図1 中性結晶におけるAMETの水素結合様式(N-H…O間距離2.81Å)とドナー部の積層構造

図2 ANET・F4TCNQ錯体において構築されるAMETの2重鎖型相互作用

図3 DMAMET・ClO4塩でDMAMETの構築する高分子的二重水素結合鎖.(N-H…O間距離2.85Å)

審査要旨 要旨を表示する

 本論文はタイトルに明示されている通り、導電性有機錯体のドナー成分となる化合物にアミド基を導入し、水素結合による結晶構造制御とそれに伴う電子物性の関連を研究したものである。全体は5章からなり、第1章は導入説明、第2章以降は研究対象とした化合物別にそれぞれの研究成果を記述している。

 第1章では、導電性や磁性のような物性を有機分子性結晶に発現するために、如何に結晶構造の制御が重要であるかを論述し、結晶工学的手法を用いて導電性有機錯体の開発にアプローチする意義を説いている。その有効性を試す具体例として、アミド基を結晶構造制御部位に用いたドナー分子を提唱している。アミド基は水素結合ドナーとしても、またアクセプターとしても作用する官能基であり、また、生体高分子においても重要な役割をもつ水素結合部位である。これらの点に注目した分子設計には、高いオリジナリテイーが認められる。

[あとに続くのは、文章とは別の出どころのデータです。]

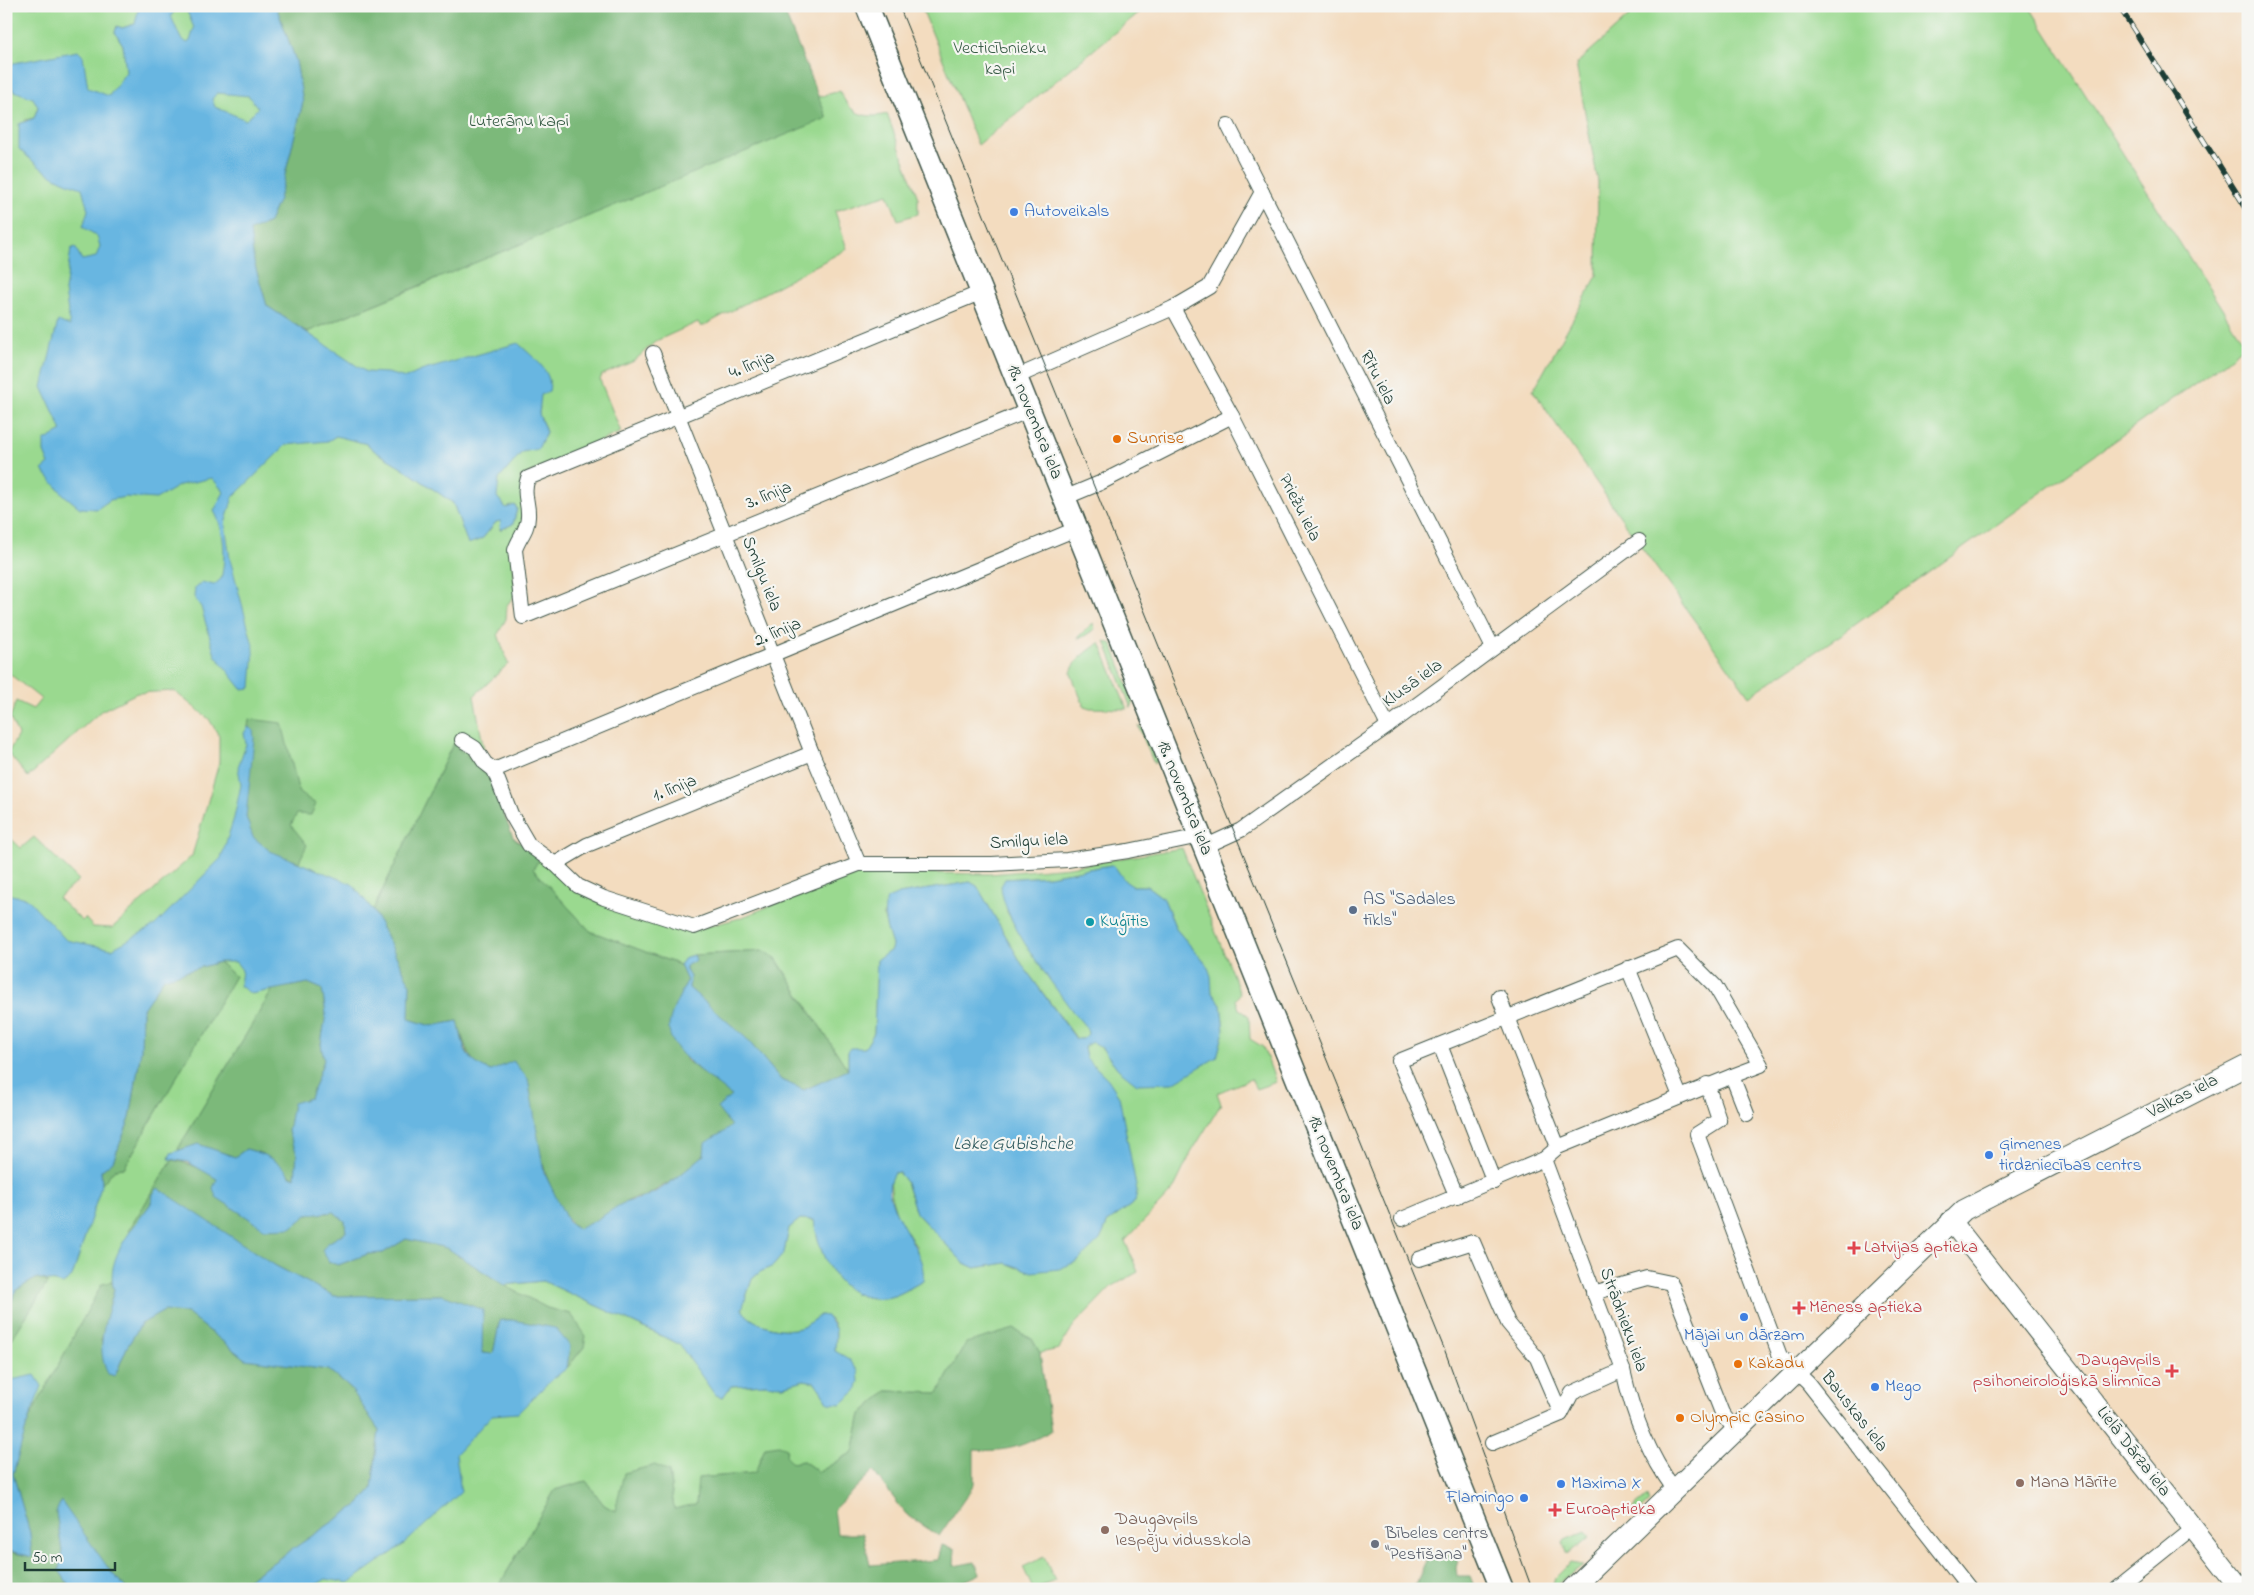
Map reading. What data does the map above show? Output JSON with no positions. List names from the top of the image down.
{
  "streets": {
    "main road": ["18. novembra iela"],
    "street": [
      "4. līnija",
      "Rītu iela",
      "3. līnija",
      "Priežu iela",
      "Smilgu iela",
      "2. līnija",
      "Klusā iela",
      "1. līnija",
      "Valkas iela",
      "Strādnieku iela",
      "Bauskas iela",
      "Lielā Dārza iela"
    ]
  },
  "crossings": [
    ["4. līnija", "18. novembra iela"],
    ["4. līnija", "3. līnija"],
    ["4. līnija", "Smilgu iela"],
    ["Rītu iela", "Klusā iela"],
    ["18. novembra iela", "3. līnija"],
    ["18. novembra iela", "Smilgu iela"],
    ["18. novembra iela", "2. līnija"],
    ["18. novembra iela", "Klusā iela"],
    ["3. līnija", "Smilgu iela"],
    ["Priežu iela", "Klusā iela"],
    ["Smilgu iela", "2. līnija"],
    ["Smilgu iela", "Klusā iela"],
    ["Smilgu iela", "1. līnija"],
    ["Valkas iela", "Strādnieku iela"],
    ["Valkas iela", "Bauskas iela"],
    ["Valkas iela", "Lielā Dārza iela"]
  ],
  "water": ["Lake Gubishche"],
  "parks": ["Vecticībnieku kapi", "Luterāņu kapi"],
  "places": {
    "other": [
      "Autoveikals",
      "Sunrise",
      "AS \"Sadales tīkls\"",
      "Kuģītis",
      "Ģimenes tirdzniecības centrs",
      "Mājai un dārzam",
      "Kakadu",
      "Mego",
      "Olympic Casino",
      "Mana Mārīte",
      "Maxima X",
      "Flamingo",
      "Daugavpils Iespēju vidusskola",
      "Bībeles centrs \"Pestīšana\""
    ],
    "health": [
      "Latvijas aptieka",
      "Mēness aptieka",
      "Daugavpils psihoneiroloģiskā slimnīca",
      "Euroaptieka"
    ]
  },
  "scale_bar": "50 m"
}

 第2章では、まず有機導電体のドナー成分としてよく知られるTTF分子の骨格をもつ誘導体に、アミドという官能基を置換させた化合物、AMETの設計・合成について述べられている。この化合物は、独自に開発した反応を含む数段階の反応経路を経て、高収率で合成された。X線結晶構造解析の結果より、AMETはアミド基の分子間水素結合により1次元鎖状に連なり、骨格となるTTF分子面どうしの重なりによるカラム構造が実現されていることがわかった。まさに水素結合の効果が予期した通りに現れた典型例と言うことができよう。TTF部分がカラム型積層構造をとることから、この結晶にヨウ素をドープすると、伝導度が5桁程高まり、半導体的な挙動を示すことを見出している。さらに、ヨウ素ドープした試料に、圧力をかけると伝導度がさらに上昇することもわかった。この圧力効果の詳細な検討結果も、水素結合と言う主題に叶ったアプローチであり、アミド基の水素結合が構造制御に与える特色を、見事に引き出した点は特筆されよう。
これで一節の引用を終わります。